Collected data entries

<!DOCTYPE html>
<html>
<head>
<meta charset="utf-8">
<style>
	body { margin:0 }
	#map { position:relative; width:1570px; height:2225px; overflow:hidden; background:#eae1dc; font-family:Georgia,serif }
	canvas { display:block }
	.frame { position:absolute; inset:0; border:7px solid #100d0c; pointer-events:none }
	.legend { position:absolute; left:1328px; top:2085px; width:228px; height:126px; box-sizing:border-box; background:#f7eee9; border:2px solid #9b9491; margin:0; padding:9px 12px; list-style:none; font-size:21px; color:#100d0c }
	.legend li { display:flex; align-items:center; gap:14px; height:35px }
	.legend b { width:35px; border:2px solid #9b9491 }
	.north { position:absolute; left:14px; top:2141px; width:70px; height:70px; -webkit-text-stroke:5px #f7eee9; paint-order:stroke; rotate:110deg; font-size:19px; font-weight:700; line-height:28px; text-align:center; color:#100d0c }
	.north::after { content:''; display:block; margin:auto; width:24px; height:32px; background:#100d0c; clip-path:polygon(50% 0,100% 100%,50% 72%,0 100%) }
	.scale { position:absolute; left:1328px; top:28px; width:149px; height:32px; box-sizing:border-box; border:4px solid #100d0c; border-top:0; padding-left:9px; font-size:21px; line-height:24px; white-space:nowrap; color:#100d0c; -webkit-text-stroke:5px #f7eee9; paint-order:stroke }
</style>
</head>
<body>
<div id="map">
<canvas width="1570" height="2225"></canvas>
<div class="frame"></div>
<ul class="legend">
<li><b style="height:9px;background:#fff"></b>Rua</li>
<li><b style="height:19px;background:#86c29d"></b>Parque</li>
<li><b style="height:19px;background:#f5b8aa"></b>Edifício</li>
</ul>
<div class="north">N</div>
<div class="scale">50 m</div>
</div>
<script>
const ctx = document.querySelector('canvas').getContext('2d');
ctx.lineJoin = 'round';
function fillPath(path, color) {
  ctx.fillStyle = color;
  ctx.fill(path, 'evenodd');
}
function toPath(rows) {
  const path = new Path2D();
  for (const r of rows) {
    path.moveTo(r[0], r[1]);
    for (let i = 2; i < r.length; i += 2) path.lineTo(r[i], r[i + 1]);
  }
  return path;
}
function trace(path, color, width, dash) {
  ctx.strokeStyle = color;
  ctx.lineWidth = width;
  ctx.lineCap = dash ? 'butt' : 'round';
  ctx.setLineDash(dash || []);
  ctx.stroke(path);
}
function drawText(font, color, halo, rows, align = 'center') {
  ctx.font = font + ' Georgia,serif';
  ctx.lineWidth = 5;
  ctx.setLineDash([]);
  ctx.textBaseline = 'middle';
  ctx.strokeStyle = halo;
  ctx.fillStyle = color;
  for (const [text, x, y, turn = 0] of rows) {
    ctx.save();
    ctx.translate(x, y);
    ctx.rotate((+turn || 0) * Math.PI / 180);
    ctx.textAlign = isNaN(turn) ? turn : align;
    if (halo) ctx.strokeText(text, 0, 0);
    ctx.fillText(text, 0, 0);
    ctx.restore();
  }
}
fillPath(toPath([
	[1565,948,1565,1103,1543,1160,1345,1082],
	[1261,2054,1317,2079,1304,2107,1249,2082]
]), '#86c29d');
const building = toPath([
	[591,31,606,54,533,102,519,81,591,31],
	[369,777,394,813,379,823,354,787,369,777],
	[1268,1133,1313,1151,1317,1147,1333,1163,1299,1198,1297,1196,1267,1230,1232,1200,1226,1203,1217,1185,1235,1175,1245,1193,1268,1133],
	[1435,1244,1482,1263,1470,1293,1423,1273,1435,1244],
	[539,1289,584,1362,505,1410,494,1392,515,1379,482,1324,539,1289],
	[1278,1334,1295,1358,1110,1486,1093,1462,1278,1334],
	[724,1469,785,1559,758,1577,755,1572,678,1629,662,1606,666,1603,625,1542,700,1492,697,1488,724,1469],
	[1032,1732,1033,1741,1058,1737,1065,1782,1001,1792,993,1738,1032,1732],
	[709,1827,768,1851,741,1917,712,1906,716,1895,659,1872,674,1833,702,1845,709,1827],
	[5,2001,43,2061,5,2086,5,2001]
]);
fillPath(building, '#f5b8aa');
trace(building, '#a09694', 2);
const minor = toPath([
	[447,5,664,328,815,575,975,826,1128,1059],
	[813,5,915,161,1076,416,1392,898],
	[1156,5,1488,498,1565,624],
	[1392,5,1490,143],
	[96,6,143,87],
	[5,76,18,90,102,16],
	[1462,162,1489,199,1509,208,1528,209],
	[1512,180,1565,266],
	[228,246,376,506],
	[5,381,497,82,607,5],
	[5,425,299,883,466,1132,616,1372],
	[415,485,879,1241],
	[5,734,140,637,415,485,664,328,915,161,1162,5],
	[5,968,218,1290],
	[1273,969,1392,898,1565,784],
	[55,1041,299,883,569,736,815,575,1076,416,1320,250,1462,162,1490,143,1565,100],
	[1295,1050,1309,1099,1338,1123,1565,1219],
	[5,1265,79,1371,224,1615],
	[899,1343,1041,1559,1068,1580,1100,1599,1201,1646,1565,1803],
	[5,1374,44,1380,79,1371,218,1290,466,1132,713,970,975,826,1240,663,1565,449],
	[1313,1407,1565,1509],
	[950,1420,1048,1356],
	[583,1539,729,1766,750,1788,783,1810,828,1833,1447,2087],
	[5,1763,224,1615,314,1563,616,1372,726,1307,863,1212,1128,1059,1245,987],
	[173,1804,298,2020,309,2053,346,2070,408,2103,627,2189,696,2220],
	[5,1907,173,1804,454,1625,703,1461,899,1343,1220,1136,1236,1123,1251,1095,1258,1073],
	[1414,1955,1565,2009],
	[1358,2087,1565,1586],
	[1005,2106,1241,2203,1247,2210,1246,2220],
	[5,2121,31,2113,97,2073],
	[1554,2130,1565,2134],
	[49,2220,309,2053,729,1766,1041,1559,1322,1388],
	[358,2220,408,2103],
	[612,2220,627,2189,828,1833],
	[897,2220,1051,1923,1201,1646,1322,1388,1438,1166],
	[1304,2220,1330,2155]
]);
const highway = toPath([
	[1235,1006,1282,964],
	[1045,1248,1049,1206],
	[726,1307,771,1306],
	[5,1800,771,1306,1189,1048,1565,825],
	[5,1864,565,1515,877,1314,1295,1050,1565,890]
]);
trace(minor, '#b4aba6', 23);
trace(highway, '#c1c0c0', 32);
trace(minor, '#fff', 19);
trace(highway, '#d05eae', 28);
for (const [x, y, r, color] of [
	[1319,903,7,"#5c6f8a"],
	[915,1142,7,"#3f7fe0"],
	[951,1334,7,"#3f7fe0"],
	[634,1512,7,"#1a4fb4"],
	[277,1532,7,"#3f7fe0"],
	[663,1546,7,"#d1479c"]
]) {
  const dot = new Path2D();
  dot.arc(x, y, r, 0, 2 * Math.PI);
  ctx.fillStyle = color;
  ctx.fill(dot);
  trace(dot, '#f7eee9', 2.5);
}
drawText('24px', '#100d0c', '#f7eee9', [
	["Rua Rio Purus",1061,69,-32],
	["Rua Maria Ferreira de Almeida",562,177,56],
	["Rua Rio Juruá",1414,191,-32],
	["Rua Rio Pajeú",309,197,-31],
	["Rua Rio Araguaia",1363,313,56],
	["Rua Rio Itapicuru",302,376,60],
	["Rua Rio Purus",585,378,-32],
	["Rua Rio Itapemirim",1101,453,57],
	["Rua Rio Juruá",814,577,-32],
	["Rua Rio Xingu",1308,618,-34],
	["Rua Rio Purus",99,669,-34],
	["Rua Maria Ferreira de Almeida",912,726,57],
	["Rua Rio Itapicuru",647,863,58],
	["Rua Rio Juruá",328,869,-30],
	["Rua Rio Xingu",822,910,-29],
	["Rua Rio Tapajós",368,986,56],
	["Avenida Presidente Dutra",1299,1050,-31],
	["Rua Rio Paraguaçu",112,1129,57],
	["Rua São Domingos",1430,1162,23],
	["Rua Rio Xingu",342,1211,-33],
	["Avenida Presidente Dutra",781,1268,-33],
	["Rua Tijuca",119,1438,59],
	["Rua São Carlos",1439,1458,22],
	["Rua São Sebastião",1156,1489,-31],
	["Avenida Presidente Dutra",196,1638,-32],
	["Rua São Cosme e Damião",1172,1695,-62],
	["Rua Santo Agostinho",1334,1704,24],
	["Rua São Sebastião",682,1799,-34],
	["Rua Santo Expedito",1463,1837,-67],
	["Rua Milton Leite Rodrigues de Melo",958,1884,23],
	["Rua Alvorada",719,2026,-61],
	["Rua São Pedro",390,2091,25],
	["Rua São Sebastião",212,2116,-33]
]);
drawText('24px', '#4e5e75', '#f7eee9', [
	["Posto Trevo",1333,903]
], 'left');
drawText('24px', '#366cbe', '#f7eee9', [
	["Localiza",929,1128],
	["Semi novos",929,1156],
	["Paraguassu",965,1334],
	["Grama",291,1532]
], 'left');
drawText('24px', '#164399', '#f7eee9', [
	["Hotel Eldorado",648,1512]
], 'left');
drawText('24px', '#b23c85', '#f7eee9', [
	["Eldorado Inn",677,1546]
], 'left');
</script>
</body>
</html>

*AIM OF THE TASK*
Look over the records above, and wherever a line contains the string "function", copy that line.

*ANSWER SECTION*
function fillPath(path, color) {
function toPath(rows) {
function trace(path, color, width, dash) {
function drawText(font, color, halo, rows, align = 'center') {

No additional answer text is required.